OCR without importing

obiobson · January 21, 2010, 2:26pm

Hi,

unfortunately, I haven’t found anything on this in the forum although this should be a common question:

With Devonthink Office Pro, is there any way of applying OCR to pdf files but NOT importing them? So that just the OCR Layer remains in the database, but not the actual file? This would, of course, be very handy, because importing dozens of (big) pdfs would dramatically increase the size of the database.

My scenario is: I have a lot of scanned sheet music and would like to able to search for certain titles. But I DON’T want to import a few hundred MB of pdf files in my DTOP database.

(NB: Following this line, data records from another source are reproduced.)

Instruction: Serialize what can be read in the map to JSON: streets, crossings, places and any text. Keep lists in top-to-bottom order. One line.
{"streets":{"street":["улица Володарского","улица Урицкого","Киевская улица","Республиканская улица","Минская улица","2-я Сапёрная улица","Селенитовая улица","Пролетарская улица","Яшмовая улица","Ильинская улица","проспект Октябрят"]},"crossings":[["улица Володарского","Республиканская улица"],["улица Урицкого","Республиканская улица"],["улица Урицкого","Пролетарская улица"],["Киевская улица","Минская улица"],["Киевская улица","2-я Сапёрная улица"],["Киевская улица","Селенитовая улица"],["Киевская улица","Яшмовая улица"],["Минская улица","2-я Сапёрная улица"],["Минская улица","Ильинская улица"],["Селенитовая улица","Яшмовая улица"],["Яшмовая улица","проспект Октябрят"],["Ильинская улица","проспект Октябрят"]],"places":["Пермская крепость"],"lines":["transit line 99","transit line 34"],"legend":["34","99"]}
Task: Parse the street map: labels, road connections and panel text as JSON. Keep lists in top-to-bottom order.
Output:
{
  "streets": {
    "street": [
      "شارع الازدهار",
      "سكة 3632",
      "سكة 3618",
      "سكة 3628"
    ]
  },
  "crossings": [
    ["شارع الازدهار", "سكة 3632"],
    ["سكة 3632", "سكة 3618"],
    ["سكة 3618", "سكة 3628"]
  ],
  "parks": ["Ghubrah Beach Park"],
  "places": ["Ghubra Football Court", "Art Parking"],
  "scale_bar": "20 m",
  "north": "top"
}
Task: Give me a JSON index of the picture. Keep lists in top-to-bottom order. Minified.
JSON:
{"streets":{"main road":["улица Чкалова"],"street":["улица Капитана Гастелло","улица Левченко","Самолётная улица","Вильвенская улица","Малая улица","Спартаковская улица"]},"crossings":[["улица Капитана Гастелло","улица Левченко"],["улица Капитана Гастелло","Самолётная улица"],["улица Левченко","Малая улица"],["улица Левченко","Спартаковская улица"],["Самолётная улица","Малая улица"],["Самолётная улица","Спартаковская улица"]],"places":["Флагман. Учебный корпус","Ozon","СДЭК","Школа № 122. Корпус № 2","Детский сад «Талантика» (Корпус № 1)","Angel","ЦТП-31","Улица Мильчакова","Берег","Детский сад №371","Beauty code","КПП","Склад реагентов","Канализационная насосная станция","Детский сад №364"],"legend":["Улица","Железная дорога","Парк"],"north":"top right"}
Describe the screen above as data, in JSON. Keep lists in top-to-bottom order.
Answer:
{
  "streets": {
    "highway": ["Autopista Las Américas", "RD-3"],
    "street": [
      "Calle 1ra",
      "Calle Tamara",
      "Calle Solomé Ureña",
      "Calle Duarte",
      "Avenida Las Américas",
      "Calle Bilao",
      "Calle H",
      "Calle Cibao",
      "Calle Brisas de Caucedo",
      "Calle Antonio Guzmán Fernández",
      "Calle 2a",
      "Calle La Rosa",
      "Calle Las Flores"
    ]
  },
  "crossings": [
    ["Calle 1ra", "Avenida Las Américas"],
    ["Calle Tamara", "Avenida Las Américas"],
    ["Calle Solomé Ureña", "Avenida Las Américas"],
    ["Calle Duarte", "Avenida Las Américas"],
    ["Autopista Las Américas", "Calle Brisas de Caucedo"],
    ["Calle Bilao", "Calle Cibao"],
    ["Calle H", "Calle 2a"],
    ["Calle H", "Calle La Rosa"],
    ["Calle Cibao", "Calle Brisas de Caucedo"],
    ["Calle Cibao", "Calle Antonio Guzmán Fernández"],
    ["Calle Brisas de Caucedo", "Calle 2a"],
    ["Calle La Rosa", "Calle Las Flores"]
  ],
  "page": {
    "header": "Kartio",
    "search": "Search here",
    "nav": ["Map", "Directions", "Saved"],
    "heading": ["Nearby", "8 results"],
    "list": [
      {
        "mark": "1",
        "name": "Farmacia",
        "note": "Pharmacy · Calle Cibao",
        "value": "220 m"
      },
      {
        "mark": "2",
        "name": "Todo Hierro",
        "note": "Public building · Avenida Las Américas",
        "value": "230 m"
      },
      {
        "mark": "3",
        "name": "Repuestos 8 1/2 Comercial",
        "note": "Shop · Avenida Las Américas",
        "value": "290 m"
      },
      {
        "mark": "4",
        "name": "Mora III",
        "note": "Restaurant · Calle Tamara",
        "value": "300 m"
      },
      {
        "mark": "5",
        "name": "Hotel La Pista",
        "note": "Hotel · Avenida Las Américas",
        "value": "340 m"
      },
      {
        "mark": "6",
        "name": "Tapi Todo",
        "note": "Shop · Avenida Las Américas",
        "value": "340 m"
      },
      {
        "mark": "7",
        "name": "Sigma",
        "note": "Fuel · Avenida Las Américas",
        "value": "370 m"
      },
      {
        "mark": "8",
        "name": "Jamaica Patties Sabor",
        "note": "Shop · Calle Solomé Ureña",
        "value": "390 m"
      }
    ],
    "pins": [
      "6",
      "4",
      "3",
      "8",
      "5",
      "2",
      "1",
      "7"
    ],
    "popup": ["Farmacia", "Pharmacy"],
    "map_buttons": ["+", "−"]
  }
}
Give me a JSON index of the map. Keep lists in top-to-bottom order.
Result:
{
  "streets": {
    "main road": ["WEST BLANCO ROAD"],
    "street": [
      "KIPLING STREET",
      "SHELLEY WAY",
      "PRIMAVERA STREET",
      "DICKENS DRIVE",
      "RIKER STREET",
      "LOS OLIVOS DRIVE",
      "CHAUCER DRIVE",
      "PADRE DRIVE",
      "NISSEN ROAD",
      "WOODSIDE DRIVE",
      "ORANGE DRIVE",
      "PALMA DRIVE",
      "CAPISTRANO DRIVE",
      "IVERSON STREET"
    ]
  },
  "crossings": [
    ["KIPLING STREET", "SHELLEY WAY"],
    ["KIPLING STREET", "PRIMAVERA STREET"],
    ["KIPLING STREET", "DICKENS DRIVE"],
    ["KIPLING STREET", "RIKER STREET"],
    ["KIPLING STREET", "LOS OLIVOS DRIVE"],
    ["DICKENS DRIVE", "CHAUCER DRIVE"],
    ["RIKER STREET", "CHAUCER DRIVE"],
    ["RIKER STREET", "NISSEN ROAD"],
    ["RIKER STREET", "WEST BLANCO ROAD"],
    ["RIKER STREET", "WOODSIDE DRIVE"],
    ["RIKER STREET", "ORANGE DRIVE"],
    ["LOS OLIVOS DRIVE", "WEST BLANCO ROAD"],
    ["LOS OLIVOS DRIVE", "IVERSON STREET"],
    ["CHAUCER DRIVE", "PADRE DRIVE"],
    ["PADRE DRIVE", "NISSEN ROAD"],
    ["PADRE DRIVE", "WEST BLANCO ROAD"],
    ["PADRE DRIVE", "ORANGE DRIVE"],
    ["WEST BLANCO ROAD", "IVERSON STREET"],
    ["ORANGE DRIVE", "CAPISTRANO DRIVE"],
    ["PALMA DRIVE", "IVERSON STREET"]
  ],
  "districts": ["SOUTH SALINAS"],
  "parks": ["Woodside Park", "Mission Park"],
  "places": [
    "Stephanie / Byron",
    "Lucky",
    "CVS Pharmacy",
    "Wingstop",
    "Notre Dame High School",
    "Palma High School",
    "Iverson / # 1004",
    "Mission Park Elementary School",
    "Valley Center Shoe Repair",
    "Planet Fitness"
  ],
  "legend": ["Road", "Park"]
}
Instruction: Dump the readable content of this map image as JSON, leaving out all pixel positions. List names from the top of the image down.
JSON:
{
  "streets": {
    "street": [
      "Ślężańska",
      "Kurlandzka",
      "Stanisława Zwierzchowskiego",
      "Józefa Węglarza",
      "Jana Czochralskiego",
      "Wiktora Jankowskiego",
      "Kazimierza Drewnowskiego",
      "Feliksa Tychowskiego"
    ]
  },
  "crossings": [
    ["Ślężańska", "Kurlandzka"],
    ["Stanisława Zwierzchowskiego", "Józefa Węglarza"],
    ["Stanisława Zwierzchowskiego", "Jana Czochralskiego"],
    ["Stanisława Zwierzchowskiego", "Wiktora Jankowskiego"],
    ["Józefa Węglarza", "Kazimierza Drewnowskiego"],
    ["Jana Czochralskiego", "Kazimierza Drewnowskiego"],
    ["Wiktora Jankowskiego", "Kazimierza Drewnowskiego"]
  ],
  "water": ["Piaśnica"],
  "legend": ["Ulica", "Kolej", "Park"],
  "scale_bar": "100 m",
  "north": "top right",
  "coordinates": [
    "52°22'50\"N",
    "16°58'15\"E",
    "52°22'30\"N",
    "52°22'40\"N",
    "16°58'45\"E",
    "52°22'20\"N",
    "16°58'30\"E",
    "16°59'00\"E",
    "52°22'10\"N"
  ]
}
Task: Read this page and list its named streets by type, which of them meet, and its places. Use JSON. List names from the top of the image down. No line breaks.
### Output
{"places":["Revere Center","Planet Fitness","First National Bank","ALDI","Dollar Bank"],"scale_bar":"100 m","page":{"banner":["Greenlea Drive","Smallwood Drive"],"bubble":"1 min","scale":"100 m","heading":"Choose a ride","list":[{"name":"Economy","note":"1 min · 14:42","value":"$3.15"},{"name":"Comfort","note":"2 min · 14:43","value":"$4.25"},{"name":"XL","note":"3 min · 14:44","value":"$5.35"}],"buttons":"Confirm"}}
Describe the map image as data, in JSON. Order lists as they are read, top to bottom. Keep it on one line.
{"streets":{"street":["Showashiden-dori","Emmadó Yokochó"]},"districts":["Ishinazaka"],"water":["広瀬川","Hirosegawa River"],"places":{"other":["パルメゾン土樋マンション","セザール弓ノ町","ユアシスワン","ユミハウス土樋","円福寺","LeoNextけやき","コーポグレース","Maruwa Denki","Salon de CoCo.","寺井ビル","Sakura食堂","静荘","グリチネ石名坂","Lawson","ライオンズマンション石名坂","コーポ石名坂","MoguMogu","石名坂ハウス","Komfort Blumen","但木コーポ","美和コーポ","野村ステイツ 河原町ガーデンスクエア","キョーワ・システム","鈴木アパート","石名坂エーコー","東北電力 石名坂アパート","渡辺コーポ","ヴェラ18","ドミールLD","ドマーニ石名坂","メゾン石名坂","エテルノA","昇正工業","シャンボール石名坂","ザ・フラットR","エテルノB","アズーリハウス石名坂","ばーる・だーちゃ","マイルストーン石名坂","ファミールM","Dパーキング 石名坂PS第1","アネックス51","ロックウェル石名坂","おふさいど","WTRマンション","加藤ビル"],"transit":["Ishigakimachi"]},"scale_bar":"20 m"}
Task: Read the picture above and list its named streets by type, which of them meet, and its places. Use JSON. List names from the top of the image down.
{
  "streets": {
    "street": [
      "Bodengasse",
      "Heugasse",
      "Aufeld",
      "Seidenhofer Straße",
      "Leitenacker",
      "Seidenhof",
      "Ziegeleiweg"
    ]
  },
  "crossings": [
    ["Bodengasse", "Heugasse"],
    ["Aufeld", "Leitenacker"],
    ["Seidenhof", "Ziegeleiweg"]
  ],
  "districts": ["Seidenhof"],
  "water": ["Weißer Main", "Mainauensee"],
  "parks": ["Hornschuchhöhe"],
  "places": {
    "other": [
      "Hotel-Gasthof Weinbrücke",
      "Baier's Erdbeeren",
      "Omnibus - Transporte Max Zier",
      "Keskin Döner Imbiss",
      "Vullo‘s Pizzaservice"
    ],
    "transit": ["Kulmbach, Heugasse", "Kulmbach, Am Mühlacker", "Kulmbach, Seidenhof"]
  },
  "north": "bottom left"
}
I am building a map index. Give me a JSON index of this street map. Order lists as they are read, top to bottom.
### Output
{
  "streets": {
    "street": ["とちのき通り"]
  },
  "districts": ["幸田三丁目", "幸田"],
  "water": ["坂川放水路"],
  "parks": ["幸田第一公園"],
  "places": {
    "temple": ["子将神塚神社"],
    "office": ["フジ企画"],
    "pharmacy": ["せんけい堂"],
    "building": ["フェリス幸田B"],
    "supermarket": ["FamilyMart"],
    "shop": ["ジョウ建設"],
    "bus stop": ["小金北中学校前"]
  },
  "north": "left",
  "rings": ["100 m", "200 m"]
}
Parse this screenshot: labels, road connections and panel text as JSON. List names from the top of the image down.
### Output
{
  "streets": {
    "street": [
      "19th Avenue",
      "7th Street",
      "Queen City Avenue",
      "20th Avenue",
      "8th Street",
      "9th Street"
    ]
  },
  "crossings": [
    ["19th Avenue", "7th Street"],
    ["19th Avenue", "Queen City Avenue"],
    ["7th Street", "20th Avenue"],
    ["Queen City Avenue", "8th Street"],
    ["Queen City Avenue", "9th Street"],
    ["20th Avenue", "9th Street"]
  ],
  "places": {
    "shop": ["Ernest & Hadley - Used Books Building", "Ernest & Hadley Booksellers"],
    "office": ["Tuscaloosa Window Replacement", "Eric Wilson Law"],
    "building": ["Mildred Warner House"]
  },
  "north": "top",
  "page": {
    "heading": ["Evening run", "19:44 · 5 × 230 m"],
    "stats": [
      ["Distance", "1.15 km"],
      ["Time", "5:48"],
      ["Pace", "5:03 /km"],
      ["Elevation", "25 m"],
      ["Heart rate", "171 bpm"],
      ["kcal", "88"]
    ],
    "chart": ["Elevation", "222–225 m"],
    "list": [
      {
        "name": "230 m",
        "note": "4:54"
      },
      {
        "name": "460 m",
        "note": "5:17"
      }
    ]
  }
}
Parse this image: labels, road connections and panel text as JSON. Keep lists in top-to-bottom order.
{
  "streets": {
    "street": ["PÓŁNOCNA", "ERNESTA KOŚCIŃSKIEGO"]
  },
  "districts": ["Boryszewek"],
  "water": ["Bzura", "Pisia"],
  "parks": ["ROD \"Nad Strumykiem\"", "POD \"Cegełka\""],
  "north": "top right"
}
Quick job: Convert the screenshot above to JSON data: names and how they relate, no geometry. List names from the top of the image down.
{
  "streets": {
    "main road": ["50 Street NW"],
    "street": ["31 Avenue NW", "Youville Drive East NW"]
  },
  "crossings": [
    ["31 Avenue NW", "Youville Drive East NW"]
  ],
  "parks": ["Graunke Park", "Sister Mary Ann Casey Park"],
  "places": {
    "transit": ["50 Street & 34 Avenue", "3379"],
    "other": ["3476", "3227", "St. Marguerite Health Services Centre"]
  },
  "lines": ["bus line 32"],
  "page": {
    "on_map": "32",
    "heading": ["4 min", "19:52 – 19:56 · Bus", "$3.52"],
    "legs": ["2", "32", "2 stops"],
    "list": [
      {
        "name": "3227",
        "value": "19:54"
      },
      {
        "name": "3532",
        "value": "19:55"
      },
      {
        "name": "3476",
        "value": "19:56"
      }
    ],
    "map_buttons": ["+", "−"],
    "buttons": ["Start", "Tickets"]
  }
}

Thanks for your suggestions.

Bill_DeVille · January 21, 2010, 8:14pm

No, OCR of scanner output or PDFs will result in storing the resulting searchable PDF in your database.

However, if all you need to do is search for PDFs of sheet music by title, you could save image-only PDFs into a Finder folder, then Index-capture (File > Index) the folder holding those PDFs into your database. The actual PDF files will remain outside your database, but you will be able to search them within the database by Name and/or add notes in the Comment field or Tag them and display the results of searches within your database.

In that case, you could simply scan your sheet music directly to a Finder folder, rather than to DT Pro Office, by controlling the scanner using its own driver/software rather than by controlling it from within DT Pro Office.